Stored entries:
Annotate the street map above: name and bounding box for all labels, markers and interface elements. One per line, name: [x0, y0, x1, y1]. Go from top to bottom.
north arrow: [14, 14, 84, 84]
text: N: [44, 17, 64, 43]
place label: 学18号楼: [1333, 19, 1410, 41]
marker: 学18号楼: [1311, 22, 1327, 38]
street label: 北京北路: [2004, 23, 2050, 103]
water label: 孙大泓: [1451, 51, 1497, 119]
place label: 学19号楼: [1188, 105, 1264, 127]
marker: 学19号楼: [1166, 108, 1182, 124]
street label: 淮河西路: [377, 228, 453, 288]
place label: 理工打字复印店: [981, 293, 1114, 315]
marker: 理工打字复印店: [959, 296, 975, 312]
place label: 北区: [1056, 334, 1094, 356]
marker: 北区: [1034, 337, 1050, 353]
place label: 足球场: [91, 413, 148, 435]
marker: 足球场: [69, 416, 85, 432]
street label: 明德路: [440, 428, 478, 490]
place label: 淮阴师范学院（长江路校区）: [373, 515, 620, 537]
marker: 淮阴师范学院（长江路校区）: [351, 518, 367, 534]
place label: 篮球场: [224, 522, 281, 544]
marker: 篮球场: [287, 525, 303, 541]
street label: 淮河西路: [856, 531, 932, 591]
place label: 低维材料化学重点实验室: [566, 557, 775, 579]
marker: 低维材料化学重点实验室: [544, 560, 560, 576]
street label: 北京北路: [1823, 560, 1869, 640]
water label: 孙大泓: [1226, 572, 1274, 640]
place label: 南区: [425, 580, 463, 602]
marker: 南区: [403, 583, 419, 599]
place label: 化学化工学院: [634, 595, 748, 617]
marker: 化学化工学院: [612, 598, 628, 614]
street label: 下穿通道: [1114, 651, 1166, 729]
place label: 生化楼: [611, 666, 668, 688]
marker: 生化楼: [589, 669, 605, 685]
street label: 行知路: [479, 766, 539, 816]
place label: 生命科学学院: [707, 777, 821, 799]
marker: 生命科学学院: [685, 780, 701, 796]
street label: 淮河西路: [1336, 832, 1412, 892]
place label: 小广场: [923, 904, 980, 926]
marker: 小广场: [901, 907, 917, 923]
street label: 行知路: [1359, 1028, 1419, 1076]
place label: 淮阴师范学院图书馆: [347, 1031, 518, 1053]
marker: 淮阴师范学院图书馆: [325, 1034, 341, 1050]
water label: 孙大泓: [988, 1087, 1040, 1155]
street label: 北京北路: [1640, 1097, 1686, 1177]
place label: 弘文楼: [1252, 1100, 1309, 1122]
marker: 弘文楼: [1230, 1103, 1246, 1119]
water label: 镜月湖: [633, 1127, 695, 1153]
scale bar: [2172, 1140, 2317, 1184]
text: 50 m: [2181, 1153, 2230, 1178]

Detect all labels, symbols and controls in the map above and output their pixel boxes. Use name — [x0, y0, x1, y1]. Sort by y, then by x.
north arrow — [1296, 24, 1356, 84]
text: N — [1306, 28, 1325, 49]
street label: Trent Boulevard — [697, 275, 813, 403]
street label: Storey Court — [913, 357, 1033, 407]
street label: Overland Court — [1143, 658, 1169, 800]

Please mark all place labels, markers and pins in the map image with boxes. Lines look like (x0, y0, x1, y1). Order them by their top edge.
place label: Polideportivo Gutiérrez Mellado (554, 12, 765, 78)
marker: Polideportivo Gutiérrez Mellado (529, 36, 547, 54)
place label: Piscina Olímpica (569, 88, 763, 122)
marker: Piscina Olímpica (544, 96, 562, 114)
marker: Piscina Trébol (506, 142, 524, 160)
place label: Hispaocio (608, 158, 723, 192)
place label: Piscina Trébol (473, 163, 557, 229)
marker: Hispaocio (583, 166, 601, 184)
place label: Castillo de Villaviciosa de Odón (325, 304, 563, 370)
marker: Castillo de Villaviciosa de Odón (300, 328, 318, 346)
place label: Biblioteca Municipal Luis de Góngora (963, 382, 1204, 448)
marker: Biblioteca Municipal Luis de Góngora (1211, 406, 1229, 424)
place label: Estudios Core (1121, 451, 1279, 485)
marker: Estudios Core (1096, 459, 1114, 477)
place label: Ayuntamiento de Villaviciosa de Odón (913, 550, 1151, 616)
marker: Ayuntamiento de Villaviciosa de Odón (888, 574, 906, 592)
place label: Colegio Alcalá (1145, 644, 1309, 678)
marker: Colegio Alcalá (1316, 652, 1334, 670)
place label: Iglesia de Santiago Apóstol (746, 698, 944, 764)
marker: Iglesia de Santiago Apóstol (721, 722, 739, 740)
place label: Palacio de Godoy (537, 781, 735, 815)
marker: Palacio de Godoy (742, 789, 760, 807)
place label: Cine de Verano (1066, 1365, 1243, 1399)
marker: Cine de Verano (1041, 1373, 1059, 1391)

→ **Instructions to follow**
Whatever appears in the data above is to be set down exactly.

→ **Solution**
Annotate the street map above: name and bounding box for all labels, markers and interface elements. One per line, name: [x0, y0, x1, y1]. Go from top to bottom.
north arrow: [14, 14, 84, 84]
text: N: [44, 17, 64, 43]
place label: 学18号楼: [1333, 19, 1410, 41]
marker: 学18号楼: [1311, 22, 1327, 38]
street label: 北京北路: [2004, 23, 2050, 103]
water label: 孙大泓: [1451, 51, 1497, 119]
place label: 学19号楼: [1188, 105, 1264, 127]
marker: 学19号楼: [1166, 108, 1182, 124]
street label: 淮河西路: [377, 228, 453, 288]
place label: 理工打字复印店: [981, 293, 1114, 315]
marker: 理工打字复印店: [959, 296, 975, 312]
place label: 北区: [1056, 334, 1094, 356]
marker: 北区: [1034, 337, 1050, 353]
place label: 足球场: [91, 413, 148, 435]
marker: 足球场: [69, 416, 85, 432]
street label: 明德路: [440, 428, 478, 490]
place label: 淮阴师范学院（长江路校区）: [373, 515, 620, 537]
marker: 淮阴师范学院（长江路校区）: [351, 518, 367, 534]
place label: 篮球场: [224, 522, 281, 544]
marker: 篮球场: [287, 525, 303, 541]
street label: 淮河西路: [856, 531, 932, 591]
place label: 低维材料化学重点实验室: [566, 557, 775, 579]
marker: 低维材料化学重点实验室: [544, 560, 560, 576]
street label: 北京北路: [1823, 560, 1869, 640]
water label: 孙大泓: [1226, 572, 1274, 640]
place label: 南区: [425, 580, 463, 602]
marker: 南区: [403, 583, 419, 599]
place label: 化学化工学院: [634, 595, 748, 617]
marker: 化学化工学院: [612, 598, 628, 614]
street label: 下穿通道: [1114, 651, 1166, 729]
place label: 生化楼: [611, 666, 668, 688]
marker: 生化楼: [589, 669, 605, 685]
street label: 行知路: [479, 766, 539, 816]
place label: 生命科学学院: [707, 777, 821, 799]
marker: 生命科学学院: [685, 780, 701, 796]
street label: 淮河西路: [1336, 832, 1412, 892]
place label: 小广场: [923, 904, 980, 926]
marker: 小广场: [901, 907, 917, 923]
street label: 行知路: [1359, 1028, 1419, 1076]
place label: 淮阴师范学院图书馆: [347, 1031, 518, 1053]
marker: 淮阴师范学院图书馆: [325, 1034, 341, 1050]
water label: 孙大泓: [988, 1087, 1040, 1155]
street label: 北京北路: [1640, 1097, 1686, 1177]
place label: 弘文楼: [1252, 1100, 1309, 1122]
marker: 弘文楼: [1230, 1103, 1246, 1119]
water label: 镜月湖: [633, 1127, 695, 1153]
scale bar: [2172, 1140, 2317, 1184]
text: 50 m: [2181, 1153, 2230, 1178]

Detect all labels, symbols and controls in the map above and output their pixel boxes. Use name — [x0, y0, x1, y1]. Sort by y, then by x.
north arrow — [1296, 24, 1356, 84]
text: N — [1306, 28, 1325, 49]
street label: Trent Boulevard — [697, 275, 813, 403]
street label: Storey Court — [913, 357, 1033, 407]
street label: Overland Court — [1143, 658, 1169, 800]

Please mark all place labels, markers and pins in the map image with boxes. Lines look like (x0, y0, x1, y1). Order them by their top edge.
place label: Polideportivo Gutiérrez Mellado (554, 12, 765, 78)
marker: Polideportivo Gutiérrez Mellado (529, 36, 547, 54)
place label: Piscina Olímpica (569, 88, 763, 122)
marker: Piscina Olímpica (544, 96, 562, 114)
marker: Piscina Trébol (506, 142, 524, 160)
place label: Hispaocio (608, 158, 723, 192)
place label: Piscina Trébol (473, 163, 557, 229)
marker: Hispaocio (583, 166, 601, 184)
place label: Castillo de Villaviciosa de Odón (325, 304, 563, 370)
marker: Castillo de Villaviciosa de Odón (300, 328, 318, 346)
place label: Biblioteca Municipal Luis de Góngora (963, 382, 1204, 448)
marker: Biblioteca Municipal Luis de Góngora (1211, 406, 1229, 424)
place label: Estudios Core (1121, 451, 1279, 485)
marker: Estudios Core (1096, 459, 1114, 477)
place label: Ayuntamiento de Villaviciosa de Odón (913, 550, 1151, 616)
marker: Ayuntamiento de Villaviciosa de Odón (888, 574, 906, 592)
place label: Colegio Alcalá (1145, 644, 1309, 678)
marker: Colegio Alcalá (1316, 652, 1334, 670)
place label: Iglesia de Santiago Apóstol (746, 698, 944, 764)
marker: Iglesia de Santiago Apóstol (721, 722, 739, 740)
place label: Palacio de Godoy (537, 781, 735, 815)
marker: Palacio de Godoy (742, 789, 760, 807)
place label: Cine de Verano (1066, 1365, 1243, 1399)
marker: Cine de Verano (1041, 1373, 1059, 1391)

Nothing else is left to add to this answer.